* [Assigned task]:
Exact copy, pictures excluded: output the lines from the opening of the entries through the line bearing "margin:0; font-family:Dekko,sans-serif; background:#f2f2f2;".

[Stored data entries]
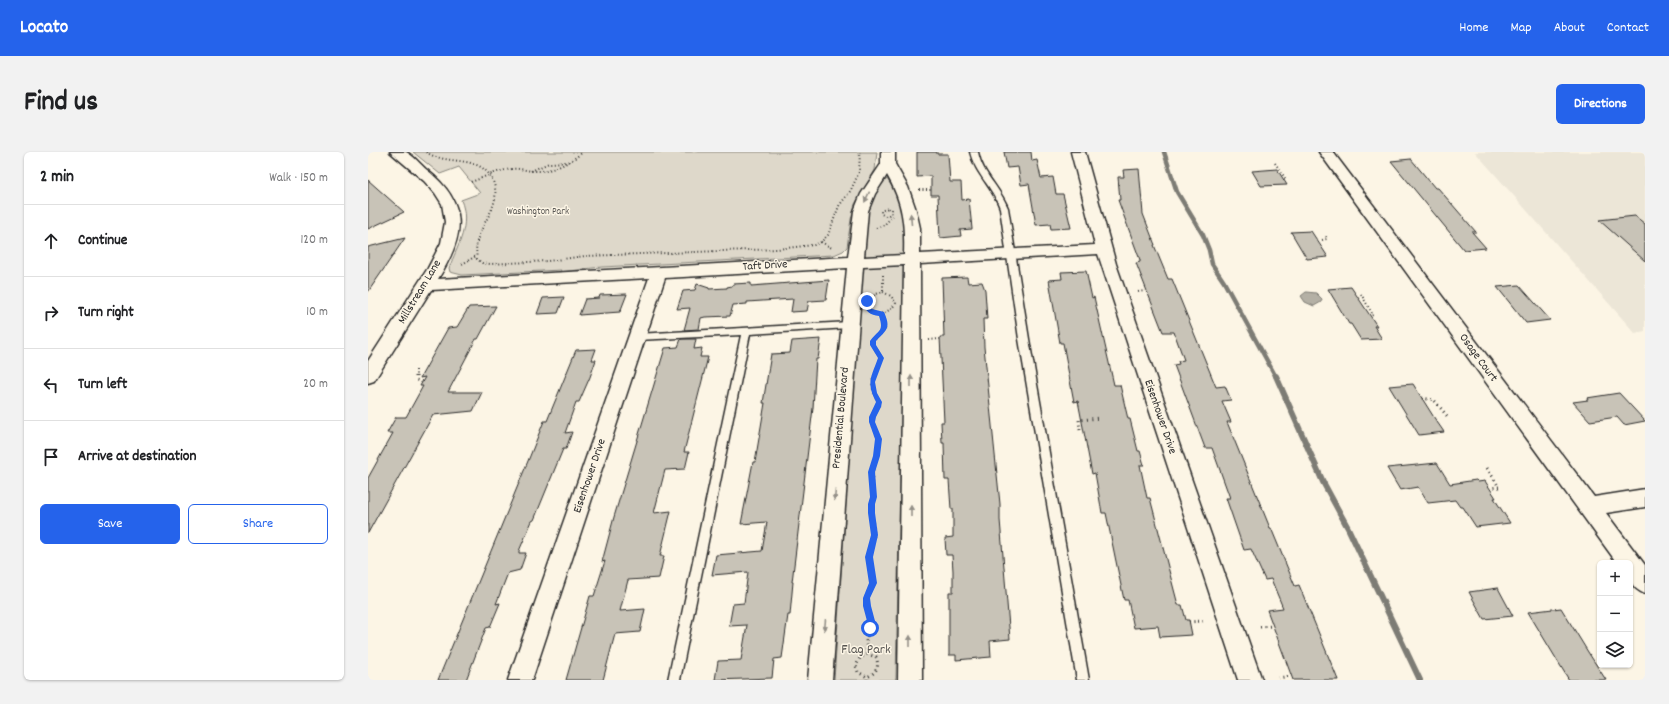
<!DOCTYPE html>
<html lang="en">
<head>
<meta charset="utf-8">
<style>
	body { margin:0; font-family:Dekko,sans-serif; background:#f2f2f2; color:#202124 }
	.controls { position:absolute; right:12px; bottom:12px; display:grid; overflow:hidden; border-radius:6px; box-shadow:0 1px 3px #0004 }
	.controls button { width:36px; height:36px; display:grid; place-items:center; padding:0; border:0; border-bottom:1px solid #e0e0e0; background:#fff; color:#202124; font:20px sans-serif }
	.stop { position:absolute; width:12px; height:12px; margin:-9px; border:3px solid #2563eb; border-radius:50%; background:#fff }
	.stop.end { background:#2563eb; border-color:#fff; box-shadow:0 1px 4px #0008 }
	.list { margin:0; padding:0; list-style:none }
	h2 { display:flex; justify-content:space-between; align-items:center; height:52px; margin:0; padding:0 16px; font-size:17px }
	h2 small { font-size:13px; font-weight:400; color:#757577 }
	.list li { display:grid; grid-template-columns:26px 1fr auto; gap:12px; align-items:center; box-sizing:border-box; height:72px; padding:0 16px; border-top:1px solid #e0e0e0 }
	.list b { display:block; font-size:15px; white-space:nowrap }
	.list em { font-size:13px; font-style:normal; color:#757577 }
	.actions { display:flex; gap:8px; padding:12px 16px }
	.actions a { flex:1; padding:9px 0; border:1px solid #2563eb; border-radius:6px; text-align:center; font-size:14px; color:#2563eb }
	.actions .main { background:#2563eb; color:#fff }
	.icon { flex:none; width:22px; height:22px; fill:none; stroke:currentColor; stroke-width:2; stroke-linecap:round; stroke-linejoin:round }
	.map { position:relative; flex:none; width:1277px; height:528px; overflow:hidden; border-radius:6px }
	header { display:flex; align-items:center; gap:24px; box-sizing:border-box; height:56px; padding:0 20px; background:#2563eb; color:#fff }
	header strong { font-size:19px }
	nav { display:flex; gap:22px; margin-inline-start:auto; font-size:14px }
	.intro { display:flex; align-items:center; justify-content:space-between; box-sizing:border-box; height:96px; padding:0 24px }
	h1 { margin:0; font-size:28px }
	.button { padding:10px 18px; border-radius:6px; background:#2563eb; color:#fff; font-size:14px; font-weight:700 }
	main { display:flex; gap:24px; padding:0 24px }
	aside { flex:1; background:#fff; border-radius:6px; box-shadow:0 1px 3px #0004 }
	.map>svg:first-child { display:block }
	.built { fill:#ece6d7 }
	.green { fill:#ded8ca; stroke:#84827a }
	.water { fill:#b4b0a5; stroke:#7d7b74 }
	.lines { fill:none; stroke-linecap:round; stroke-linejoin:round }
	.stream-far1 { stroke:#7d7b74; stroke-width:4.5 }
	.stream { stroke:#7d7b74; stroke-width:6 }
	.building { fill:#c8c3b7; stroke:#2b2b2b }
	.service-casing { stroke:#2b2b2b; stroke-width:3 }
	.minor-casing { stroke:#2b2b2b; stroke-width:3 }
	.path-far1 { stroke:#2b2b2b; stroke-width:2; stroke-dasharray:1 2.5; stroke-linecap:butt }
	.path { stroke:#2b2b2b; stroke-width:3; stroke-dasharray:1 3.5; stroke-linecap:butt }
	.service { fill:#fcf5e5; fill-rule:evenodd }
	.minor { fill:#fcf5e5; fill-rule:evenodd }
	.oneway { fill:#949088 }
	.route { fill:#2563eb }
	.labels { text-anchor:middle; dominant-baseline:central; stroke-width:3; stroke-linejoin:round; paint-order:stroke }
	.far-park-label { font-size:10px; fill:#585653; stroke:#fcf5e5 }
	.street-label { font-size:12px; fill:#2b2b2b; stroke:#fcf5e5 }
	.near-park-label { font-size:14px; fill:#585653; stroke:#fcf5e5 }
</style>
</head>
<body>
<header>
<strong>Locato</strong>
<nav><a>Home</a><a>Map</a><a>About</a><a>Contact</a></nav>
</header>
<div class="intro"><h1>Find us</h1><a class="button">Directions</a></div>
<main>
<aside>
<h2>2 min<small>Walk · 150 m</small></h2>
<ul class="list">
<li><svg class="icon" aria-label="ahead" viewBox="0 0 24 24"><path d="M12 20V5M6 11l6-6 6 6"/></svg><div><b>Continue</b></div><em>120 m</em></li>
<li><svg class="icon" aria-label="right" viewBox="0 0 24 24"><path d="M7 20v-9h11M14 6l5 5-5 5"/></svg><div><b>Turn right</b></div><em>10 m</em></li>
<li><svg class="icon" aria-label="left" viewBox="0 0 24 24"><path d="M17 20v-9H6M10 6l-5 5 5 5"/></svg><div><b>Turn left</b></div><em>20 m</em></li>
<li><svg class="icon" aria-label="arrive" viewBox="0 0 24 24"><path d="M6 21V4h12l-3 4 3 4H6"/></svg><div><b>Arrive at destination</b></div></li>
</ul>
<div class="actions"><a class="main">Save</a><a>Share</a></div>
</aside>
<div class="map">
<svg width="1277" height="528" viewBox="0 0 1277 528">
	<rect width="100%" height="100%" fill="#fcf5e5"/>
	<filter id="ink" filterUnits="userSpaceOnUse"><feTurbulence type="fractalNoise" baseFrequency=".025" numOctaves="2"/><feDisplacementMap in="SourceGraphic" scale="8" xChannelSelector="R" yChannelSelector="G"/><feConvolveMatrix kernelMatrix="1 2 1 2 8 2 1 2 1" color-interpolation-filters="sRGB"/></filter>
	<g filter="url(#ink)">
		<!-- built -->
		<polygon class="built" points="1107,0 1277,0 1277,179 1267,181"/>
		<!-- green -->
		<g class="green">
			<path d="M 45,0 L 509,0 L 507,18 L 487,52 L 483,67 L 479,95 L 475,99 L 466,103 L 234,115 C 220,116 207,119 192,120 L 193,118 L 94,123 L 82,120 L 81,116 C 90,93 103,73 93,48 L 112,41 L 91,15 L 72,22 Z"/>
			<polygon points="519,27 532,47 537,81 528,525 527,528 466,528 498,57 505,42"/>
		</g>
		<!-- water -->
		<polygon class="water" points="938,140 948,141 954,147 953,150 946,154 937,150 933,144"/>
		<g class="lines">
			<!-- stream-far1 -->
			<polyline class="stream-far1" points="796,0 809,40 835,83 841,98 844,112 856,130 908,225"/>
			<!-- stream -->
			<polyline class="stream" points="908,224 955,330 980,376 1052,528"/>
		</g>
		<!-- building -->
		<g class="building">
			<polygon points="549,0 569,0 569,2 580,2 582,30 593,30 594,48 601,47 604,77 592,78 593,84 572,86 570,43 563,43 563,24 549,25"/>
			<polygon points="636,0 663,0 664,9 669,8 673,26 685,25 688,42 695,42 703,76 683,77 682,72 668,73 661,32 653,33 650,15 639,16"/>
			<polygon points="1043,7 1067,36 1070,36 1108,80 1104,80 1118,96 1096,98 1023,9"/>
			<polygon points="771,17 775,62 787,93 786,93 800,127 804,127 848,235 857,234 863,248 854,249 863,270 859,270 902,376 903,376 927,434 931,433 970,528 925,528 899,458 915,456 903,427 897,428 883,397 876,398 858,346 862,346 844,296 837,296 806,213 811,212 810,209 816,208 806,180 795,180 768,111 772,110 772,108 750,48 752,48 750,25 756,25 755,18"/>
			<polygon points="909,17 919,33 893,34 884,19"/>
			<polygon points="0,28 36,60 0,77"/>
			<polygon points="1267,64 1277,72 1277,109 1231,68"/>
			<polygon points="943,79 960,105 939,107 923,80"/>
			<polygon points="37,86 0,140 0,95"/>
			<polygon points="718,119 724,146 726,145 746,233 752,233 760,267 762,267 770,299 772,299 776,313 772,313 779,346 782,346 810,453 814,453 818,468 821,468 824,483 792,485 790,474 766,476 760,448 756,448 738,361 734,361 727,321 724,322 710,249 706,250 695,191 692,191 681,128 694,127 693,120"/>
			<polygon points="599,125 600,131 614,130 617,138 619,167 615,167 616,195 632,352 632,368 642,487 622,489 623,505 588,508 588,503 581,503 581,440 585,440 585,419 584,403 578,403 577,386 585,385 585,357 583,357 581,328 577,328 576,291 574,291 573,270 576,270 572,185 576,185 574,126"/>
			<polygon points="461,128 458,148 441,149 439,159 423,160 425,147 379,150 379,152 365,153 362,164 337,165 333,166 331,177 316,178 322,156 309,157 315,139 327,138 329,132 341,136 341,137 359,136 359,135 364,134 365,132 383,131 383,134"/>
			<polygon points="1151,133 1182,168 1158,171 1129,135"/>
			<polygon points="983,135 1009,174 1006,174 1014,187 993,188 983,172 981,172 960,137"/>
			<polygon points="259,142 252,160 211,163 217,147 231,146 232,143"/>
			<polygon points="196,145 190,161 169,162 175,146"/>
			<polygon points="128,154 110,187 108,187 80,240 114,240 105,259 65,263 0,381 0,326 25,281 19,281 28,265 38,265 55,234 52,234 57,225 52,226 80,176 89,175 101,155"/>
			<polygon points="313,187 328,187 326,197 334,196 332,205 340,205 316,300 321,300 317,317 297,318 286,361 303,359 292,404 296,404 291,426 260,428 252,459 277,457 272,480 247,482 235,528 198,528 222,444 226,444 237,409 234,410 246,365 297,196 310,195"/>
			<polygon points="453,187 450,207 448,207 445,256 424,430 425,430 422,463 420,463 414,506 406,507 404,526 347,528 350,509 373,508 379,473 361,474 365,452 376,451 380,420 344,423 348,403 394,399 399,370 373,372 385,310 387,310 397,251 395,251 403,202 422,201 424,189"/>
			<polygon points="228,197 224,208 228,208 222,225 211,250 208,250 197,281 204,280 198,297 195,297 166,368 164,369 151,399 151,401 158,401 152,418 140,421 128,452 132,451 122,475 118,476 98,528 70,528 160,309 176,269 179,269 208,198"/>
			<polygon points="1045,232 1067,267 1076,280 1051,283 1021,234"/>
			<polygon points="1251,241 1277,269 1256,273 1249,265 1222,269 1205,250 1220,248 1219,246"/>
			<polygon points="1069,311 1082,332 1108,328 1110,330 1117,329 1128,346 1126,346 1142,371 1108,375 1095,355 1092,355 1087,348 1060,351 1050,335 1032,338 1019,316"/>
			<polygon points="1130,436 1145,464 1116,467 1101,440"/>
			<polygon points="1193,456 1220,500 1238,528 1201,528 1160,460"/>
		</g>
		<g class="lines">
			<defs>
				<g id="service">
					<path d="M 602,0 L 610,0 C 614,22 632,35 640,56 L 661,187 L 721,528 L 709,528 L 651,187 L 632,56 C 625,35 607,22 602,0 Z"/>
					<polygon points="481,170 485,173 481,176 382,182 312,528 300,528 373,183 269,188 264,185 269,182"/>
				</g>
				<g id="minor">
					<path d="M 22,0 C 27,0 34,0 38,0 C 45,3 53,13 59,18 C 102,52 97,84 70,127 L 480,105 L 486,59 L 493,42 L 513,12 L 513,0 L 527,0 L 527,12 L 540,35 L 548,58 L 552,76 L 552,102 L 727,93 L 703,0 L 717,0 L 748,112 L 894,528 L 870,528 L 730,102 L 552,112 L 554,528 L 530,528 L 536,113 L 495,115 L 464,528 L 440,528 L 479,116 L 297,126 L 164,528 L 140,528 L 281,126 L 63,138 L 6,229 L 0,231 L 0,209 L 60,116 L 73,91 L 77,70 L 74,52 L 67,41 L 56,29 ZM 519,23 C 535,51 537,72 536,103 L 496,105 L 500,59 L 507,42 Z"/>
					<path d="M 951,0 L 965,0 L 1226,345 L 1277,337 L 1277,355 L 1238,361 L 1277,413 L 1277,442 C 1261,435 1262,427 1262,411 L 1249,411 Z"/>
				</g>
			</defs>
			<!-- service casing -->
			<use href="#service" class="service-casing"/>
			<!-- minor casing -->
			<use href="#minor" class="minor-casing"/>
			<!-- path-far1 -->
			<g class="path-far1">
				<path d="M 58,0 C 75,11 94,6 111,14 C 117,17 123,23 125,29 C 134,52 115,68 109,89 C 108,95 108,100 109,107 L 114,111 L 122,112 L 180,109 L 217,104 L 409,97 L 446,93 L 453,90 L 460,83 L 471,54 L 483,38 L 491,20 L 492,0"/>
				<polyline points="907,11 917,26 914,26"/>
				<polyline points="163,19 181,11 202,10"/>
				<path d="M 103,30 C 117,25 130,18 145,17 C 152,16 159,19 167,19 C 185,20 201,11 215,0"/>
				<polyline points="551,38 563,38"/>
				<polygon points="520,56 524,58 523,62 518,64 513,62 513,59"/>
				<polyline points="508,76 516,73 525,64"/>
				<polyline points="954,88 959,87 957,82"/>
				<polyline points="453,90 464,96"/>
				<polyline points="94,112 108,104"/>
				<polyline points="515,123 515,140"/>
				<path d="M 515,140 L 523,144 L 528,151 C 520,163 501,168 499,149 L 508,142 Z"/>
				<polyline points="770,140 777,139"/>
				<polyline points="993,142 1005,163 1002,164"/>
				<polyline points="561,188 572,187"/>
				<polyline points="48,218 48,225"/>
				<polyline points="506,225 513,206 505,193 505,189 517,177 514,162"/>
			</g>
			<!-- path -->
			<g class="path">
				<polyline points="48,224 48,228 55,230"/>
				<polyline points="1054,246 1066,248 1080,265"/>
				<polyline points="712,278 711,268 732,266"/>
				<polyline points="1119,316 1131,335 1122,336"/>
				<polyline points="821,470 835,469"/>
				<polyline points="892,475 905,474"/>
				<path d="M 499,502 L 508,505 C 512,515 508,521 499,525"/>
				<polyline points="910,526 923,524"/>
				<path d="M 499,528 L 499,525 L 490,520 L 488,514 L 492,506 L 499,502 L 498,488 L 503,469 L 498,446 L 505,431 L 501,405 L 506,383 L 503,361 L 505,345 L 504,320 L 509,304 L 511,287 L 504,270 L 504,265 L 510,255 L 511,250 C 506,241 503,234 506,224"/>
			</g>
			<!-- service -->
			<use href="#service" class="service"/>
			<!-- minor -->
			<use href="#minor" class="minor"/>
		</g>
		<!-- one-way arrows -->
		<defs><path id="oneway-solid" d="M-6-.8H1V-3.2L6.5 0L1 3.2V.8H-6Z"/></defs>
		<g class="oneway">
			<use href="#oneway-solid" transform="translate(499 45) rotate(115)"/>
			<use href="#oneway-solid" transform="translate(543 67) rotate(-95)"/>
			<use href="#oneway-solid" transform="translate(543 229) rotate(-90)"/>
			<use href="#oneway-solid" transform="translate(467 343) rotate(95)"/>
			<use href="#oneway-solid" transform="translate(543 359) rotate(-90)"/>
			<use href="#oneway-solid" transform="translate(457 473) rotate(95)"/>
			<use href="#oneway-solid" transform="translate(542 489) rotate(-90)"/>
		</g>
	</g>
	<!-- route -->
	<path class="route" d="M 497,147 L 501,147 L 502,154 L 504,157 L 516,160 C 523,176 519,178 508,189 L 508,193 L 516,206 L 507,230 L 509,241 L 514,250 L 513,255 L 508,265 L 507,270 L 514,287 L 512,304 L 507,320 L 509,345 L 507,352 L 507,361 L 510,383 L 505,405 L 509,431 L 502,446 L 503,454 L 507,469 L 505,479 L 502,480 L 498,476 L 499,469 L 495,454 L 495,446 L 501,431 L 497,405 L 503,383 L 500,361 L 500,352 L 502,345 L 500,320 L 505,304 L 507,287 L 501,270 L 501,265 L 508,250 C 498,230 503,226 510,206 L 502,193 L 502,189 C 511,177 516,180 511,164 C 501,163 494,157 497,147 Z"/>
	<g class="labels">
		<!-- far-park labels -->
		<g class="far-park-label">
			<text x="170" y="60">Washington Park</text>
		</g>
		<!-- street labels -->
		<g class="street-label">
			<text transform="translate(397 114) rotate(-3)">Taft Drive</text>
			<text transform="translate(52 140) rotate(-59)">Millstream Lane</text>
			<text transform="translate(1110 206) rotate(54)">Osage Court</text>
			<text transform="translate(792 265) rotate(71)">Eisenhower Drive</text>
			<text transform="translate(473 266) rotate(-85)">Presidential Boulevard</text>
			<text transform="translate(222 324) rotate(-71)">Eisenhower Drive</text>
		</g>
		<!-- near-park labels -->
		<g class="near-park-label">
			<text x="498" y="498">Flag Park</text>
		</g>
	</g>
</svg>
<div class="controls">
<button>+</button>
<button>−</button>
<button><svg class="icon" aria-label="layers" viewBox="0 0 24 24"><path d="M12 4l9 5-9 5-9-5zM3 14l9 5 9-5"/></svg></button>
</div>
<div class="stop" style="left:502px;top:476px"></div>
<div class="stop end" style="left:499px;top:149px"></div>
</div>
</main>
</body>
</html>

* [Answer to the problem]:
<!DOCTYPE html>
<html lang="en">
<head>
<meta charset="utf-8">
<style>
	body { margin:0; font-family:Dekko,sans-serif; background:#f2f2f2; color:#202124 }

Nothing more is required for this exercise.